A college student is interested in testing whether business majors or liberal arts majors are better at trivia. The student gives a trivia quiz to a random sample of 30 business majors and finds the sample’s average score is 86. He gives the same quiz to 30 randomly selected liberal arts majors and finds the sample’s average score is 89. What is the alternative hypothesis of this test?

μBusiness>μLiberal Arts
μBusiness=μLiberal Arts
μBusiness≠μLiberal Arts
μBusiness<μLiberal Arts

μ Business > μLiberal Arts

This would be the alternative hypothesis if the student wanted to test whether business school majors are better at trivia than liberal arts majors.

μ Business = μLiberal Arts

This is the null hypothesis for testing whether business school and liberal arts school majors’ trivia knowledge is different.

μBusiness ≠ μLiberal Arts

The alternative hypothesis is the claim that is being tested. Since the student wants to test whether there is a difference between business school majors’ and liberal arts majors’ trivia scores, the alternative hypothesis is that the mean scores are not equal.

μBusiness < μLiberal Arts

This would be the alternative hypothesis if the student wanted to test whether liberal arts majors do better at trivia than business school majors.

A college student is interested in testing whether business majors or liberal arts majors are better at trivia. The student gives a trivia quiz to a random sample of 30 business school majors and finds the sample’s average score is 86. He gives the same quiz to 30 randomly selected liberal arts majors and finds the sample’s average score is 89. Using the data provided below, calculate the p-value for the following hypothesis test:

H0: μBusiness = μLiberal Arts
Ha: μBusiness ≠ μLiberal Arts

The p-value of the two-sided hypothesis test is T.TEST(array1, array2, tails, type)=T.TEST(A2:A31,B2:B31,2,3), which is approximately 0.0524. You must designate this test as a two-sided test (that is, assign the value 2 to the tails argument) and as a type 3 test (an unpaired test with unequal variances) because you are testing two different samples. You must link directly to values in order to obtain the correct answer.

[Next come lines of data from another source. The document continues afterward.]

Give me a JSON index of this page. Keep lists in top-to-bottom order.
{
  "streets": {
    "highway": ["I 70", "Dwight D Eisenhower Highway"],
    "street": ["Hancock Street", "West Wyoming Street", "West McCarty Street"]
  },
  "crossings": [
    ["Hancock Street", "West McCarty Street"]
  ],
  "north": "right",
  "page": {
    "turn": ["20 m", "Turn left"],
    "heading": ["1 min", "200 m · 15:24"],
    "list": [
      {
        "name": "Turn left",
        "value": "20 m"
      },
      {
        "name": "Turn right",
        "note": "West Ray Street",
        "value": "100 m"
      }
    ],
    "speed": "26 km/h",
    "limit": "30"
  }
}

A college student is interested in testing whether business majors or liberal arts majors are better at trivia. The student gives a trivia quiz to a random sample of 30 business school majors and finds the sample’s average test score is 86. He gives the same quiz to 30 randomly selected liberal arts majors and finds the sample’s average quiz score is 89. The student finds that the p-value for the hypothesis test equals approximately 0.0524. What can be concluded at α=5%?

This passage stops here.